Lattice Relationships

In A-L, Child tuples are not directly linked to a Parent tuple, but to an Aggregate tuple that is linked to a Parent tuple. If Aggregate_Parent_fk is NOT UNIQUE, more than one aggregation instance can have the same Parent tuple. Similarly, if the composite key (Link_Aggregate_fk,Link_Child_fk) is NOT UNIQUE, an aggregation instance can contain multiple instances of the same Child tuple. All lattice relationships allow more than one aggregation with the same Parent tuple, or more than one Child tuple per aggregation, or both.

Figure 6 depicts a simple example of a lattice relationship. Suppose person A is parent to 5 children, {B,C,D,E,F}, two {B,C} with one partner and three {D,E,F} with a second partner. This is represented in A-L with A as parent in two aggregations. Note how the "half-sibling" relationship is preserved.

Figure 6. An Example of a Lattice Relationship.

If we attempt to represent Figure 6 using PKFK or JT, the result is the following (incorrect) interpretation (Figure 7) in which the half-sibling relationship has been lost:

Figure 7. Incorrect PKFK or JT Representation of a Lattice.

The Aggregate-Link schema supports 12 different lattice relationships. The value of these A-L lattice relationships for modeling has not been explored. They seem to suggest decision support.

Performance

Figure 8 shows the relations and relationships of PKFK, JT and A-L:

Figure 8. PKFK, JT and A-L.

Your intuition is correct if it tells you the following about the relative performance of these 3 representations in SQL Select queries:

  • PKFK representation (with one join) is fastest
  • A-L (with three joins) the slowest
  • JT (with two joins) is somewhere in between
We therefore should not look to the A-L representation for improved performance. However, a simple benchmark study of the Relative Performance of A-L vs. PKFK vs. JT seems to indicate that the performance penalty for using A-L is modest compared to PKFK and insignificant compared to JT.

Historically, performance optimization has been an important area of database research that has led to improved representations and faster query processing. Performance optimization for the A-L representation has not been explored.

Structure Independence

In PKFK, the lone foreign key attribute is part of the Child relation schema so that a Child tuple represents both a child entity and the relationship to a parent entity. In JT, the two foreign keys are in a separate structure relation, not the entity relations. In other words, the JT represention models the structure of the relationship independent of either entity relation. We refer to this property as Structure Independence. A-L is also structure independent.
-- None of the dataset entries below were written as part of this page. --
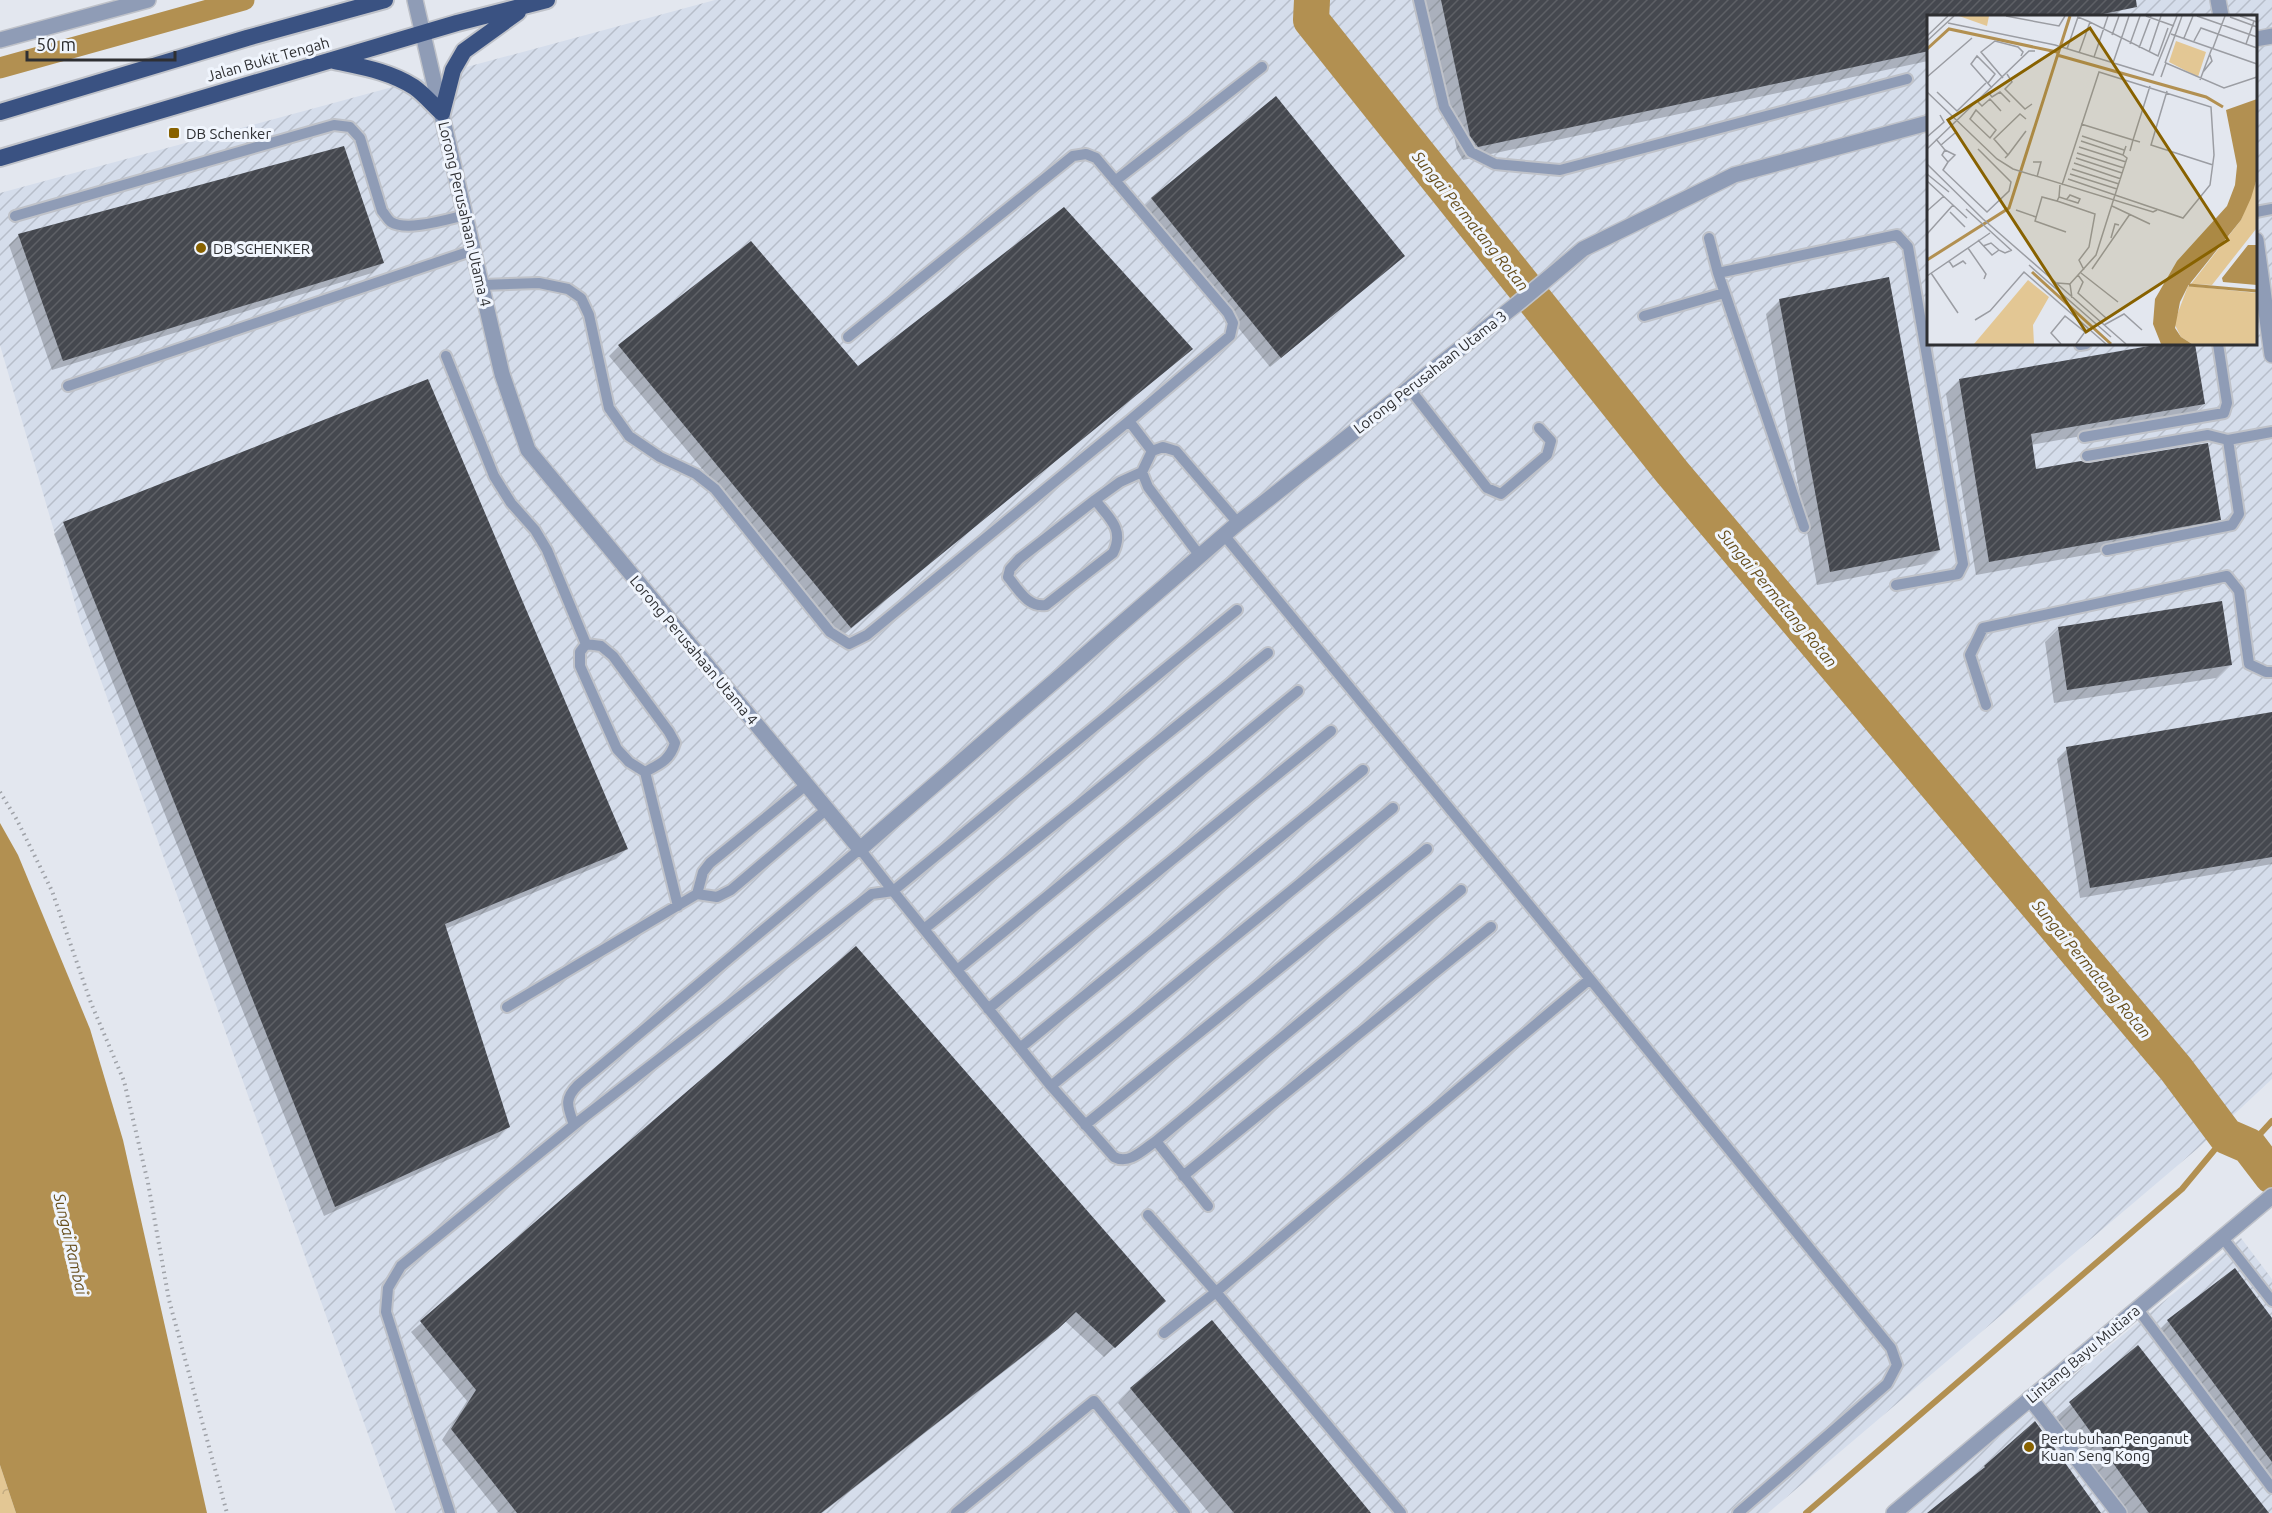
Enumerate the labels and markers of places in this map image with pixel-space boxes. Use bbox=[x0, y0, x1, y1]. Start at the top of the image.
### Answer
place label: DB Schenker bbox=[186, 125, 271, 142]
marker: DB Schenker bbox=[167, 126, 181, 140]
place label: DB SCHENKER bbox=[213, 240, 310, 257]
marker: DB SCHENKER bbox=[194, 241, 208, 255]
place label: Pertubuhan Penganut Kuan Seng Kong bbox=[2041, 1430, 2189, 1464]
marker: Pertubuhan Penganut Kuan Seng Kong bbox=[2022, 1440, 2036, 1454]

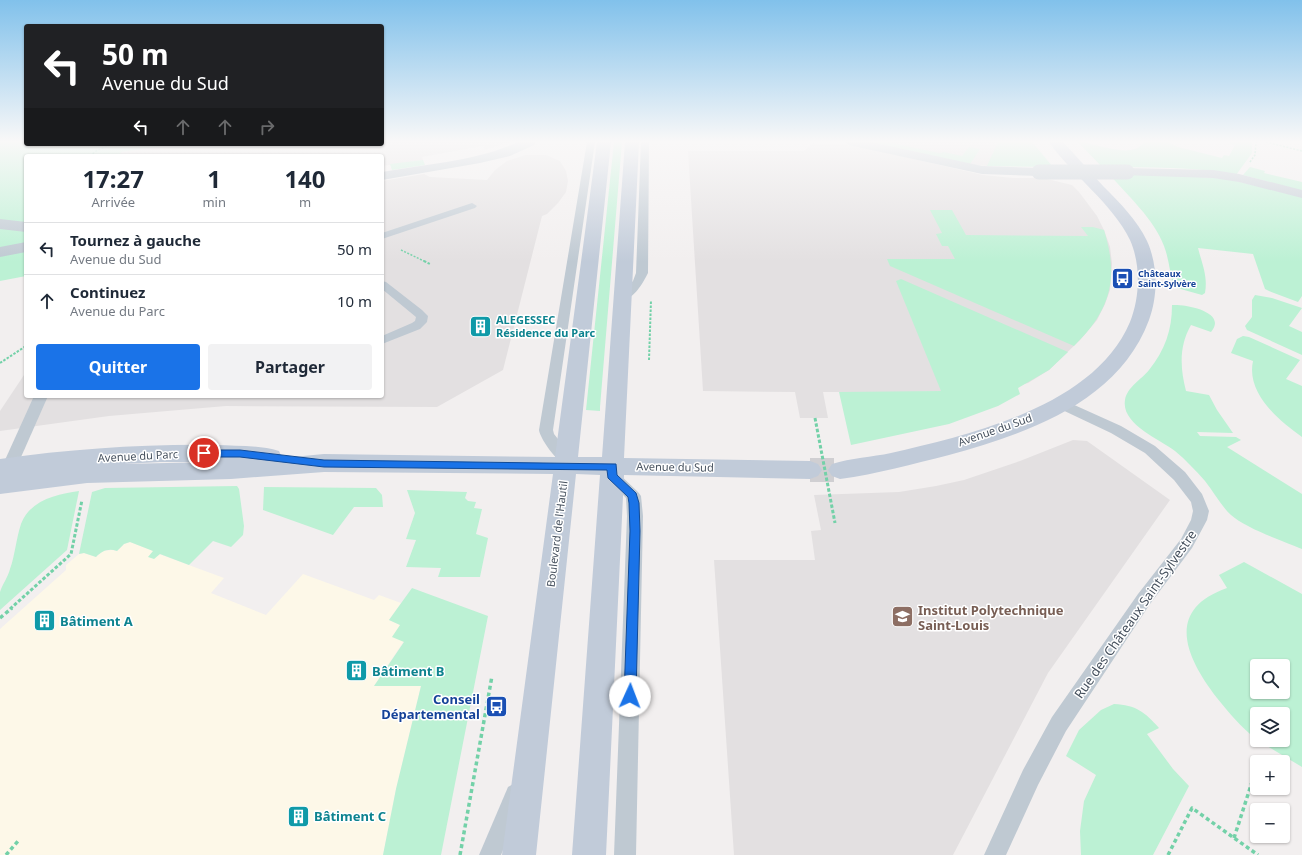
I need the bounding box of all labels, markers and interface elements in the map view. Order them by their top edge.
text: 50 m [102,35,169,73]
icon: left [36,40,88,92]
text: Avenue du Sud [102,71,229,95]
icon: left [130,116,152,138]
icon: ahead [172,116,194,138]
icon: ahead [214,116,236,138]
icon: right [256,116,278,138]
text: 17:27 [82,162,144,195]
text: 1 [207,162,221,195]
text: 140 [284,162,326,195]
text: Arrivée [91,193,135,211]
text: min [202,193,226,211]
text: m [299,193,311,211]
text: Tournez à gauche [70,230,201,250]
icon: left [36,238,58,260]
text: 50 m [337,239,372,259]
text: Avenue du Sud [70,250,162,268]
bus stop icon: Châteaux Saint-Sylvère [1109,266,1135,292]
place label: Châteaux Saint-Sylvère [1138,267,1196,290]
text: Continuez [70,282,145,302]
icon: ahead [36,290,58,312]
text: 10 m [337,291,372,311]
text: Avenue du Parc [70,302,165,320]
place label: ALEGESSEC Résidence du Parc [496,312,595,340]
building icon: ALEGESSEC Résidence du Parc [468,313,494,339]
button: Quitter [36,344,200,390]
button: Partager [208,344,372,390]
street label: Avenue du Sud [956,410,1034,449]
pin [187,436,221,470]
icon: arrive [193,442,215,464]
street label: Avenue du Parc [97,446,178,465]
street label: Avenue du Sud [636,458,714,475]
street label: Boulevard de l'Hautil [543,480,570,588]
street label: Rue des Châteaux Saint-Sylvestre [1070,526,1200,702]
place label: Institut Polytechnique Saint-Louis [918,601,1064,634]
school or university icon: Institut Polytechnique Saint-Louis [890,604,916,630]
building icon: Bâtiment A [31,608,57,634]
place label: Bâtiment A [60,612,133,630]
building icon: Bâtiment B [343,658,369,684]
map controls [1250,659,1290,843]
button: search [1250,659,1290,699]
place label: Bâtiment B [372,662,445,680]
position arrow [609,675,651,717]
place label: Conseil Départemental [381,690,480,723]
bus stop icon: Conseil Départemental [483,693,509,719]
button: layers [1250,707,1290,747]
button: + [1250,755,1290,795]
building icon: Bâtiment C [286,803,312,829]
button: − [1250,803,1290,843]
place label: Bâtiment C [314,807,386,825]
STRUCTURE INDEPENDENCE: We coined this term because we were unable to find any published work that characterizes this difference between the Primary Key / Foreign Key (PKFK) and Junction Table (JT) representations. The Aggregate-Link representation also possesses this same property and it can be used to advantage. If you know of a reference that compares PKFK and JT, please let us know. Thanks.

Structure independence has a subtle, temporal quality: A relationship implemented using a structure independent representation can be superimposed over entity relations after they have been populated without schema modification to entity relations. PKFK is not structure independent. In current usage, structure independence is probably unimportant because OLTP database schemas evolve slowly (if at all). And the choice of JT over PKFK is dictated only by the need for a many-to-many relationship, not to position foreign keys in structure relations instead of entity relations. Nevertheless, modifying the schema of a populated database by adding structure dependent PKFK relationship representations almost always requires database restructuring. Adding a relationship using a structure independent representation does not.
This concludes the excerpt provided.